Crowd Funding, Investor backing, clocking sales – on the right track
Taal, so far, has raised $5,000 through pre-sales on the crowdfunding platform Indiegogo. Muse was bootstrapped till May 2017. Three new investors, including a Veterinarian from the US, a blockchain expert from Bengaluru and others invested nearly Rs 23 Lakh to help Muse bring Taal to product and scale to complete beta testing.
Muse also has an agreement with Aarogya Seva (a healthcare NGO) for sales and distribution of Taal to their clinics and network.
Now, Dr Badrinarayanan intends to begin local sales in Bengaluru and slowly expand to other south Indian metros in 6 months. This year, Taal will also be embedded with various rural healthcare programs from telemedicine platforms to healthcare camps. The focus will be on selling the device to medical and para medical colleges and progress on to individual sales to doctors by end 2017. And in one-years’ time sales expansion at a pan-India level has been planned.

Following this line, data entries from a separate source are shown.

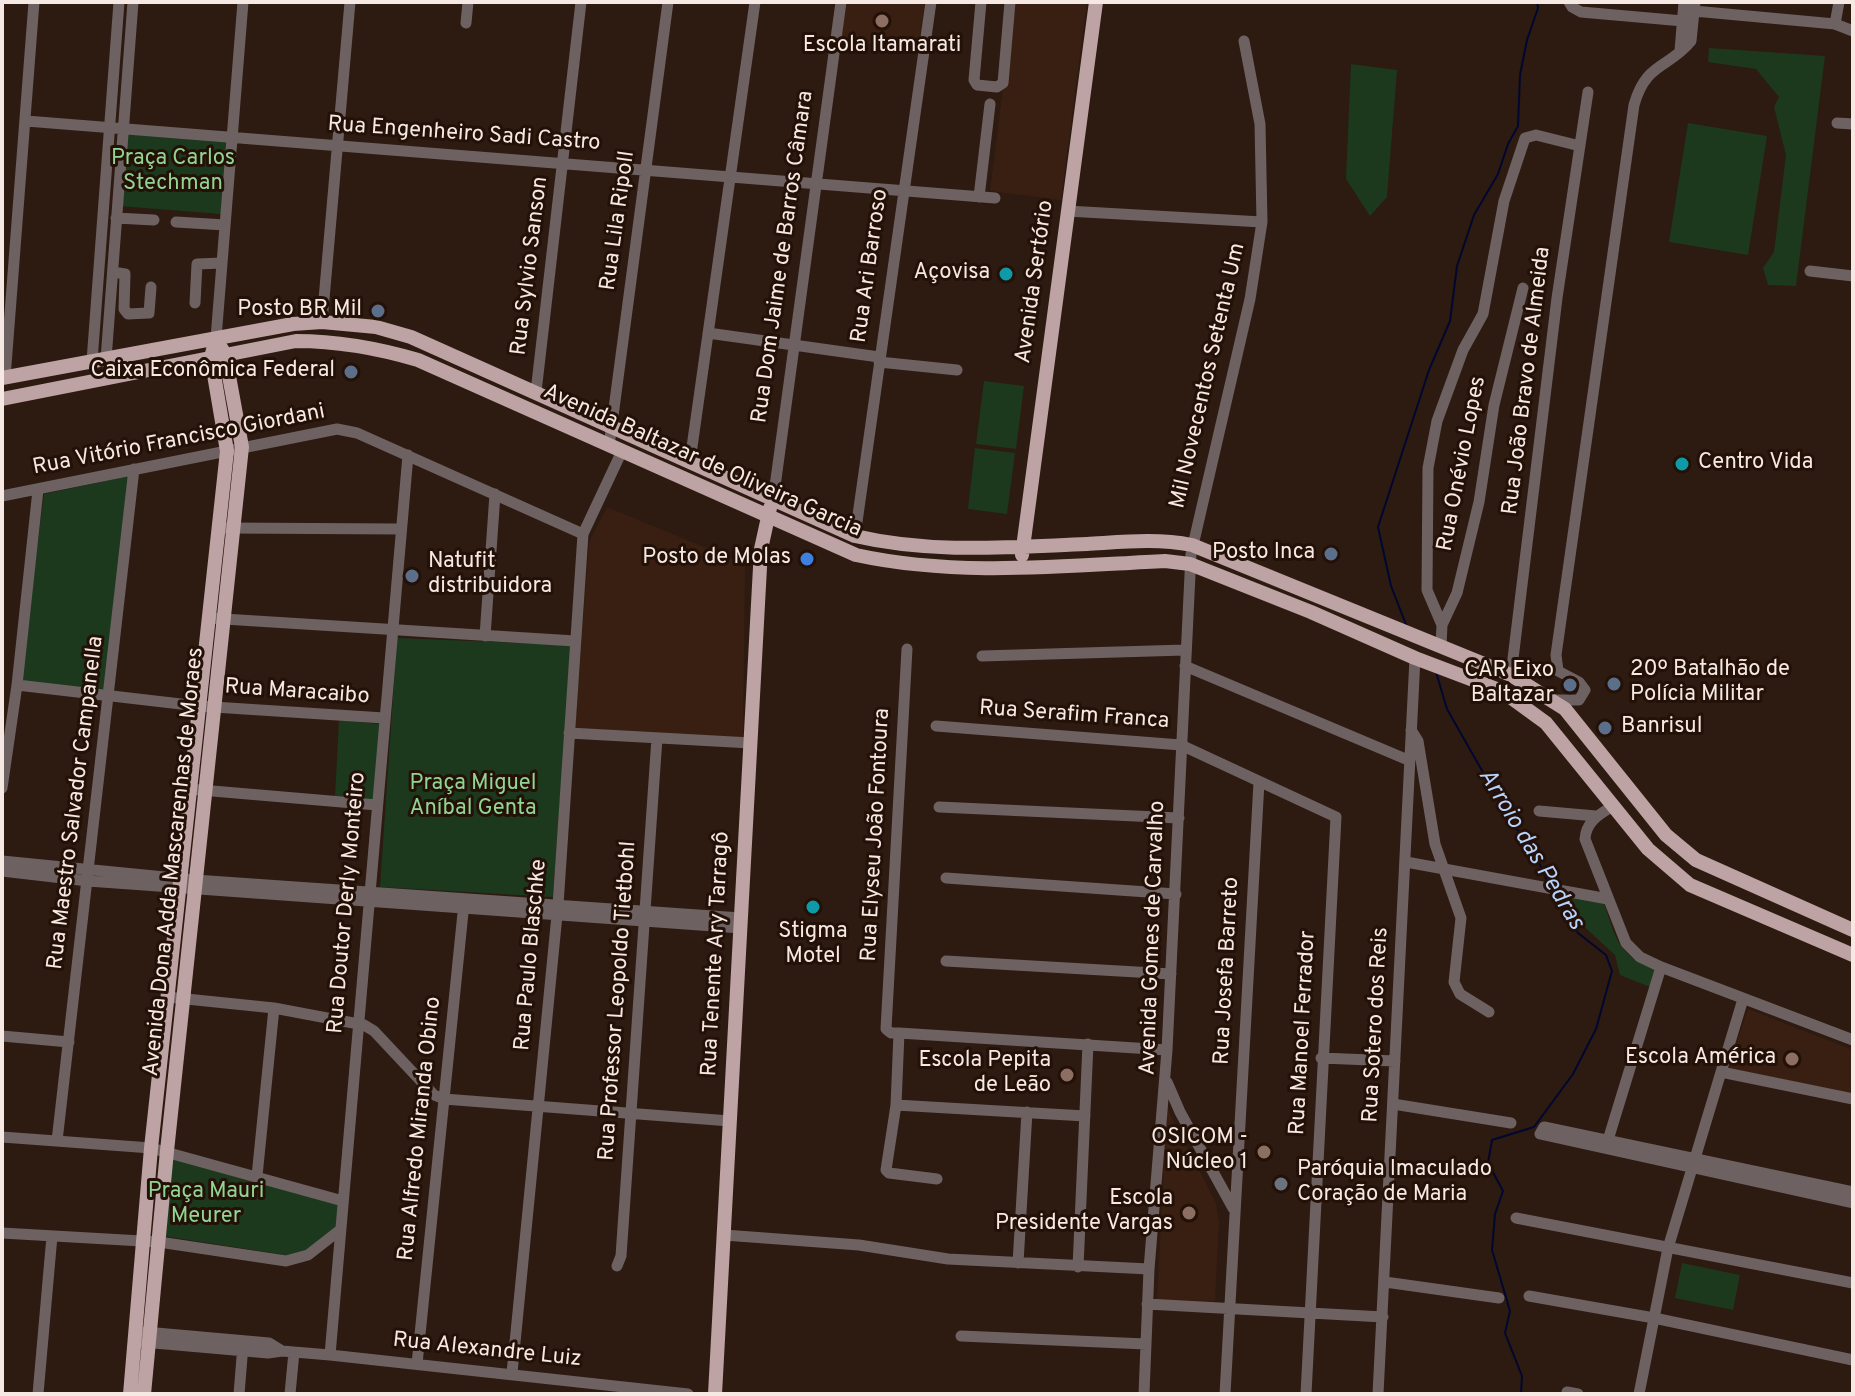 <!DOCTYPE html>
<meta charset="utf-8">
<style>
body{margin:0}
#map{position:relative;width:1855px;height:1396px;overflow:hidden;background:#2d1a11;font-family:Overpass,sans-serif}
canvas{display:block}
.frame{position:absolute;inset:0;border:4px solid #f6e8e2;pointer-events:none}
</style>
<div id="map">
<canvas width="1855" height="1396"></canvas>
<div class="frame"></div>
</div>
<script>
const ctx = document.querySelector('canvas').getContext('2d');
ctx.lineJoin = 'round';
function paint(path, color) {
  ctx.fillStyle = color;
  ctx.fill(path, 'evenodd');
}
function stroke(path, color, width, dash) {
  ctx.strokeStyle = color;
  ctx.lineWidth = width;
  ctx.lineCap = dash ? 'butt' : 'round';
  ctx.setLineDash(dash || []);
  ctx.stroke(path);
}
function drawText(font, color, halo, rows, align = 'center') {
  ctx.font = font + ' Overpass,sans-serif';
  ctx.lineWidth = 6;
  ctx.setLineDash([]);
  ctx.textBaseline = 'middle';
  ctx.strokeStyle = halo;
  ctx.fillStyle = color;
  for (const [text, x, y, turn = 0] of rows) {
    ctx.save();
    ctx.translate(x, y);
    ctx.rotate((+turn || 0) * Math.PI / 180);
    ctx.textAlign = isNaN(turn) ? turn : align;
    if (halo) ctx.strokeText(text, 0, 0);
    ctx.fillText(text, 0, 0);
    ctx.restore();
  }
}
const built = new Path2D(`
 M845 2H925L918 49 839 41Z
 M1014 2H1087L1061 200 990 191Z
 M607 507 745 564 743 738 575 728 589 542Z
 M1748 1009 1853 1050V1094L1728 1068Z
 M1167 1108 1216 1203 1219 1223 1215 1301 1157 1300Z`);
const green = new Path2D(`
 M1709 48 1825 56 1796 286 1768 285 1763 268 1774 252 1786 155 1774 107 1779 97 1756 69 1708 62Z
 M1351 64 1397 70 1387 197 1370 216 1346 179Z
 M1688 123 1767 136 1748 255 1669 242Z
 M125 132 227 140 221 214 119 206Z
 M984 381 1024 386 1016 449 976 444Z
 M975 448 1015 453 1007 514 968 509Z
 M130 476 106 693 20 682 44 494Z
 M397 638 571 645 553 897 380 887Z
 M339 720 380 724 376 800 335 796Z
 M1560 894 1604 903C1617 941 1617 954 1656 970L1650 987 1620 975 1615 955 1578 921Z
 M172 1157 341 1205 339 1228 298 1257 163 1236Z
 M1682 1263 1740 1275 1733 1310 1675 1298Z`);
const stream = new Path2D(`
 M1407 627 1391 586 1378 527 1429 370 1450 321 1457 266 1474 215 1498 174 1508 144 1518 126 1520 75 1527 40 1538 8 1537 2
 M1436 672 1447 709 1514 827 1529 840 1548 883
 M1521 1394 1522 1376 1505 1333 1510 1311 1492 1250 1495 1214 1503 1191 1488 1163 1492 1140 1534 1127 1573 1074 1596 1029 1612 971 1606 955 1578 933 1552 893`);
const minor = new Path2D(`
 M981 2 974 80 977 85 997 87 1003 83 1010 2
 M1569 2 1572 7 1581 12 1683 21
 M1694 11 1835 24 1853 31
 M466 23 468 2
 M1835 24 1839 2
 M1680 51 1684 2
 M26 121 995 198
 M1837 123 1853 124
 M979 197 990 104
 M1067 211 1262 222
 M116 218 154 220
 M176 222 225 225
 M1810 271 1853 276
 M113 272 125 274 124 309 128 314 149 313 151 287
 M195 303 197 264 222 263
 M322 322 350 2
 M708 333 879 357
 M216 338 243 2
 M106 359 133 2
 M92 361 119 2
 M879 362 957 370
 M5 378 34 2
 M536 392 581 2
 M609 446 668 2
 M690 461 755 2
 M2 496 337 429 357 433 583 534
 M773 501 841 2
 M225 528 400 529
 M855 536 931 2
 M208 618 575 641
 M1442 625 1427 590 1428 468 1437 421 1463 350 1483 314 1504 201 1525 138 1536 135 1580 146
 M485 636 495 494
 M1441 646 1442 625 1457 593 1479 502 1494 405 1523 288
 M907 649 886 1029 891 1033H899L1167 1050
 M982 656 1185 650
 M1185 666 1408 760
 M1511 675 1557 298 1588 92
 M17 685 198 706 384 718
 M1555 700H1579L1585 690 1579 682 1558 671 1556 655 1634 105C1646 62 1668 69 1691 41L1695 2
 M936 726 1181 745 1336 817 1306 1394
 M1411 730 1418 741 1435 844 1461 918 1454 982 1460 994 1489 1012
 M569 733 751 743
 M2 788 17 685 38 490
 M189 789 377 805
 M1613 806C1600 814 1586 821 1585 839L1626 943 1640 957 1661 967 1853 1040
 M939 807 1179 818
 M1539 811 1596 816
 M2 861 195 880 741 918
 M1406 862 1608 899
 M2 871 88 881 741 928
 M946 878 1176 894
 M946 961 1171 974
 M167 997 274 1008 364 1025 374 1031 434 1095 444 1099 730 1121
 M899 1033 896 1105 886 1170 889 1173 937 1179
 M2 1036 69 1042
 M1321 1058 1395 1061
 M1721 1072 1853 1099
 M1167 1082 1180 1112 1233 1208
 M1393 1104 1511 1123
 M896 1105 1085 1116
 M2 1137 151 1148 343 1201
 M1608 1140 1661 967
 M57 1141 134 469
 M257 1176 274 1008
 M1853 1192 1544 1127 1540 1134 1853 1203
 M1516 1218 1853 1283
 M2 1233 159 1242 286 1261 308 1255 340 1230
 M724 1235 859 1245 948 1259 1149 1269
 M1018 1263 1027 1112
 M617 1266 621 1256 657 738
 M1078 1267 1088 1044
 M1385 1282 1499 1298
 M1529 1296 1654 1318 1853 1360
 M1147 1304 1383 1317
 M145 1332 269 1343 282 1351
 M961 1336 1146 1344
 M143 1342 268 1353 282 1351 330 1355 688 1394
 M330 1355 408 455
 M417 1364 464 903
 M512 1373 558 905 583 534 622 451
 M1567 1392 1578 1394
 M38 1394 52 1236
 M239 1394 243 1345
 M290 1394 294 1352
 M1144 1394 1149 1269 1167 1050 1191 554 1250 299 1262 222 1260 124 1244 41
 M1225 1394 1259 782
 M1378 1394 1415 658
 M1639 1394 1668 1248 1743 999`);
const major = new Path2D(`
 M2 378 293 324 322 322 376 327 411 337 855 536C932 554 1009 547 1087 544 1122 542 1157 538 1192 545L1511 675 1565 709 1666 835 1696 860 1853 930
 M2 399 296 341C339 341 377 348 418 360L856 555C957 577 1062 566 1165 561L1190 564 1311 612 1415 658 1502 691 1546 723 1648 849 1690 885 1853 955
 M1022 555 1096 2
 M130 1394 151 1148 227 451 211 357 213 350
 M144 1394 167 1151 242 447 225 354 220 346
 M715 1394 761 549 770 508`);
const markers = [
 [882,21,8,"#8d6e63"],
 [1006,274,8,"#0f9aa8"],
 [378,311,8,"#5c6f8a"],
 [351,372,8,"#5c6f8a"],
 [1682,464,8,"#0f9aa8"],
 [1331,554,8,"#5c6f8a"],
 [807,559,8,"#3f7fe0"],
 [412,576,8,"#5c6f8a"],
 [1614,684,8,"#5c6f8a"],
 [1570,685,8,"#5c6f8a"],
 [1605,728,8,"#5c6f8a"],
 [813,907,8,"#0f9aa8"],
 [1792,1059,8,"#8d6e63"],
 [1067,1075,8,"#8d6e63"],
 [1264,1152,8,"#8d6e63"],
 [1281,1184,8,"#6b7280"],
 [1189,1213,8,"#8d6e63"]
];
const poiNames = [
 ["Escola Itamarati",882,47,"center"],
 ["Açovisa",990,274],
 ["Posto BR Mil",362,311],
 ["Caixa Econômica Federal",335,372],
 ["Centro Vida",1698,464,"left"],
 ["Posto Inca",1315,554],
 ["Posto de Molas",791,559],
 ["Natufit",428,563,"left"],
 ["distribuidora",428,588,"left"],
 ["20º Batalhão de",1630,671,"left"],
 ["Polícia Militar",1630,696,"left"],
 ["CAR Eixo",1554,672],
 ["Baltazar",1554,697],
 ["Banrisul",1621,728,"left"],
 ["Stigma",813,933,"center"],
 ["Motel",813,958,"center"],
 ["Escola América",1776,1059],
 ["Escola Pepita",1051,1062],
 ["de Leão",1051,1087],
 ["OSICOM -",1248,1139],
 ["Núcleo 1",1248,1164],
 ["Paróquia Imaculado",1297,1171,"left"],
 ["Coração de Maria",1297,1196,"left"],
 ["Escola",1173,1200],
 ["Presidente Vargas",1173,1225]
];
const streetNames = [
 ["Rua Engenheiro Sadi Castro",464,135,4],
 ["Rua Lila Ripoll",619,221,-82],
 ["Rua Dom Jaime de Barros Câmara",784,257,-82],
 ["Rua Sylvio Sanson",531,266,-83],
 ["Rua Ari Barroso",871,266,-82],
 ["Avenida Sertório",1036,282,-82],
 ["Mil Novecentos Setenta Um",1209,376,-77],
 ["Rua João Bravo de Almeida",1528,381,-83],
 ["Rua Vitório Francisco Giordani",179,441,-11],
 ["Avenida Baltazar de Oliveira Garcia",702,462,24],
 ["Rua Onévio Lopes",1463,464,-79],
 ["Rua Maracaibo",297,693,4],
 ["Rua Serafim Franca",1074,716,4],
 ["Rua Maestro Salvador Campanella",77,803,-83],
 ["Rua Elyseu João Fontoura",877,835,-87],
 ["Avenida Dona Adda Mascarenhas de Moraes",175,862,-84],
 ["Rua Doutor Derly Monteiro",348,903,-85],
 ["Avenida Gomes de Carvalho",1154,938,-88],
 ["Rua Tenente Ary Tarragô",717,954,-87],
 ["Rua Paulo Blaschke",532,955,-85],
 ["Rua Josefa Barreto",1228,971,-87],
 ["Rua Professor Leopoldo Tietbohl",619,1001,-86],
 ["Rua Sotero dos Reis",1377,1025,-87],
 ["Rua Manoel Ferrador",1304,1033,-87],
 ["Rua Alfredo Miranda Obino",421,1129,-84],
 ["Rua Alexandre Luiz",487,1351,6]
];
const parkNames = [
 ["Praça Carlos",173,160],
 ["Stechman",173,185],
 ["Praça Miguel",473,785],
 ["Aníbal Genta",473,810],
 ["Praça Mauri",206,1193],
 ["Meurer",206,1218]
];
const waterNames = [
 ["Arroio das Pedras",1530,850,59]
];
paint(built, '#381f12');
paint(green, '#1c391d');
stroke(stream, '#00082f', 2);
stroke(minor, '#6d6161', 11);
stroke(major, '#bda3a3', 14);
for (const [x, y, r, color] of markers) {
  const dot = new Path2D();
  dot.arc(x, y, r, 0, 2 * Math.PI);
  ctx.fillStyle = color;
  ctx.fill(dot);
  stroke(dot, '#231108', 3);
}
drawText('22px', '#f6e8e2', '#231108', poiNames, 'right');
drawText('22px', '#f6e8e2', '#231108', streetNames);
drawText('22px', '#92d492', '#231108', parkNames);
drawText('italic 24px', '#b7d2fd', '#231108', waterNames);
</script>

“While we are yet to commence sales, foreign markets including South Korea, Japan, Australia, the EU, Singapore and North America have already been canvassed and we have some strategic tie ups with medical distributors in these regions,” reveals the doctor.
Igniting rural child's mind @ Makerspace
“Taal and its predecessors were developed in a makerspace in rural Bengaluru run by the NGO – Project Design Education For Yourself (DEFY). When initial versions were developed, students of the makerspace (residents of the villages around Kaggalipura on Kanakpura Road, Bengaluru) watched and learned about the heart’s physiology, cardiovascular healthcare, the mechanics of stethoscope function and also our innovations in electronic stethoscope design. We foresee a huge potential in generating rural employment, providing rural-accessible product maintenance and basic healthcare education. Taal has the potential to begin to demystify and impact the distrust of modern medicine to rural populations,” says Dr Badrinarayanan.
Future Perfect
Muse has several products in its pipeline, some that are already in prototype stage of development. Dr Badrinarayanan and his team are currently looking to raise their first seed round of over half-a-million dollars to produce their first commercial release of Taal. Filling up positions in sales and QA/QC will be on top priority. In two years’ time, future versions of Taal has been planned for release. It includes AdiTaal and other products in the diagnostic space.
“We will also gauge the market readiness of our other products in the diagnostic space before deciding whether or when they will be released. We have employees and contributors with a wide range of experience across software and hardware engineering, medicine and biotechnology and hope to leverage this in our future,” hopes Dr Badrinarayanan.